Results/ Conclusions
Taken together, the studies examined in the present review emphasize that numerous acute and chronic infectious diseases share mechanisms that, when added to specific risk factors frequently found in older persons, contribute to considerably increase the risk of cognitive outcomes such as cognitive decline and dementia. This review may help to appreciate the role that infectious diseases play in cognitive trajectories and thus promote further investigation on the topic.
Keywords: Infectious diseases, Cognitive decline, Dementia, Older persons
Introduction
Due to certain particularities of the aging process, such as the relative decline of the immune system (immunosenescence), the potentially accompanying chronic low-grade inflammation (inflammaging), and a higher prevalence of chronic comorbidities and their treatment, older adults are more vulnerable to infectious diseases. Moreover, they are more likely to develop severe forms of infections and have a higher risk of long-term exposure to chronic infections and repeated acute infections [1].
The role that some infectious diseases play in the development of adverse health outcomes, including increased short- and long-term mortality, is well known. However, a growing body of evidence in the field of infectious diseases points to another area of health that is frequently affected by these conditions and is highly relevant to the older population: cognition.
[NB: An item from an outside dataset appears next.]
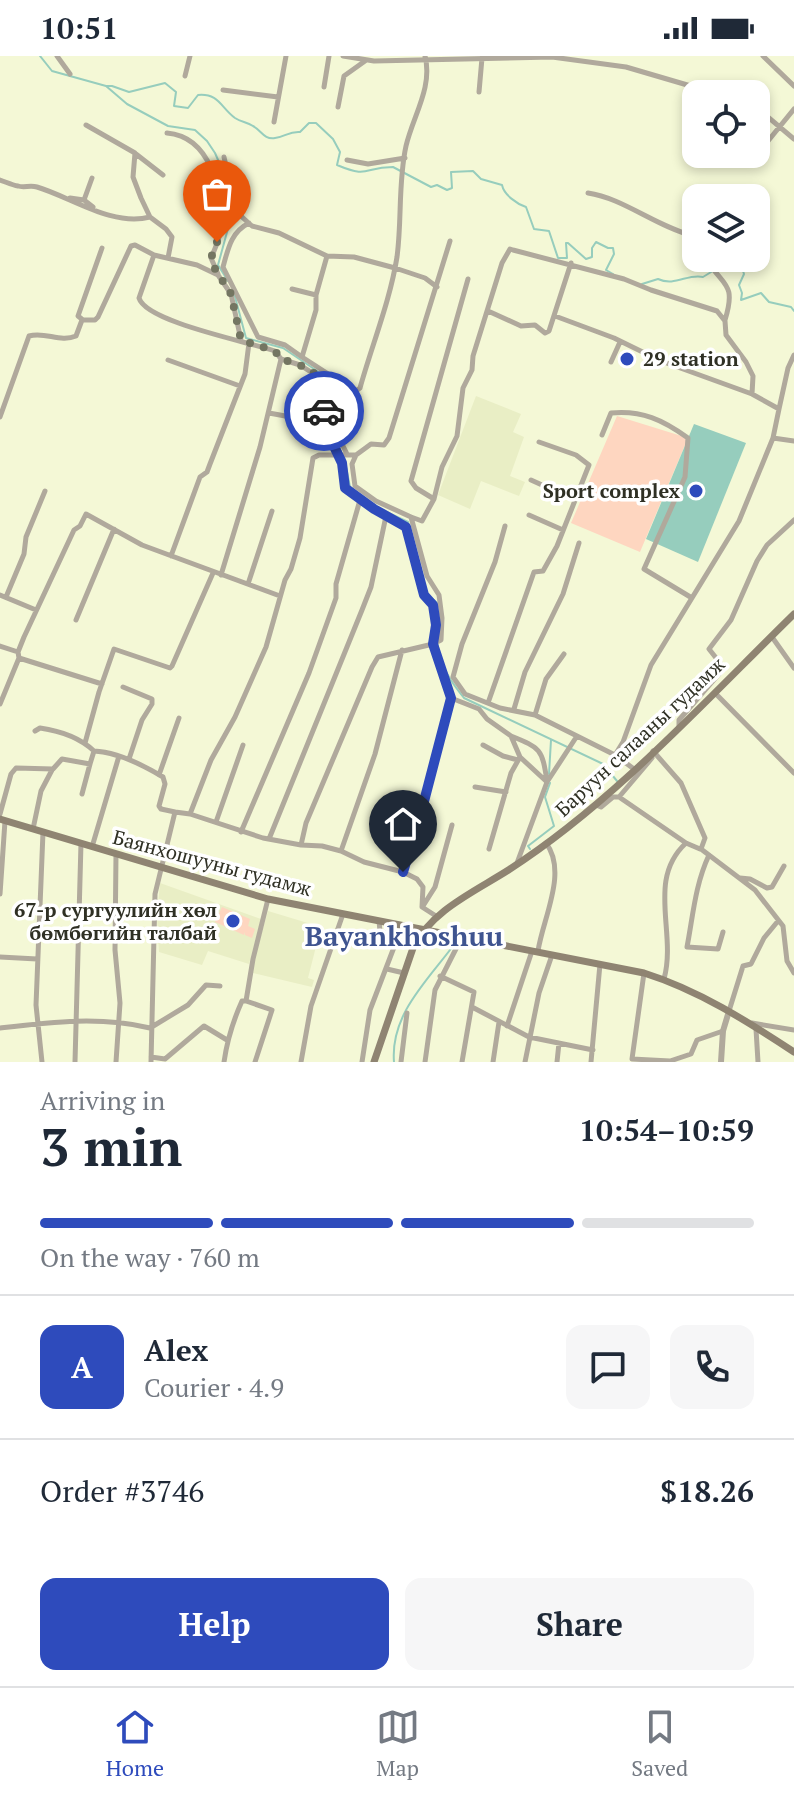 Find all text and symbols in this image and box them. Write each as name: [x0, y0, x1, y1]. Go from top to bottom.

In a variety of chronic infections and acute infectious episodes, an impact on cognition is not uncommon [2, 3]. Moreover, cognitive decline may be part of the reported clinical manifestations of specific infections if appropriate interventions are not undertaken in a timely manner, and this observation is not only limited to those infections primarily affecting the central nervous system (CNS) [4, 5].
Given the relevance of mental health issues among older adults, along with their higher risk of contracting infectious diseases, the objective of this paper is to review not only the reasons but also the challenges for considering cognition as an outcome of interest in the field of infectious diseases in this population. For this, we address in this review several acute and chronic systemic diseases for which there is convincing epidemiological evidence showing an increased risk of adverse cognitive outcomes. Some pathophysiological mechanisms that these conditions may have in common or at the individual level potentially explaining the impact on cognition are developed; however, an in-depth or pathogen-dependent physio pathological review is beyond the scope of this publication. Similarly, this article does not cover those diseases that exclusively involve the CNS, since obviously, the cognitive manifestations in these infections are not new findings.
Specificities of the older persons that increase their risk of infectious diseases
The complex changes in the immune system that are associated with the aging process are collectively known as immunosenescence, and links between this phenomenon and potential higher risks of infectious diseases among older persons have been proposed since its earliest characterizations [6, 7]. Despite the absence of a formal consensus on the specific changes that encompass immunosenescence, some of its most frequently reported manifestations include a decline in cellular immunity that increases susceptibility to infections, cancer, and autoimmune diseases, as well as the development of a pro-inflammatory cellular phenotype, which has been proposed as the substrate for a chronic low-grade inflammatory state termed inflammaging (potentially linked to other age-related chronic conditions such as cardiovascular diseases, diabetes, sarcopenia, and frailty), and a relatively decreased antibody response (which may hamper for example, response to vaccinations) [1, 8]. Whilst this process has frequently been addressed from a predominantly negative perspective, recent publications propose that some components of both immunosenescence and inflammaging may not be solely detrimental or inappropriate. Still under debate, the hypothesis is that the reactive development of an increased inflammatory state due to a relatively reduced immune response would be an adaptive homeostatic mechanism or immune remodeling, which may be more suitable for the state of the organism in advanced age [9, 10].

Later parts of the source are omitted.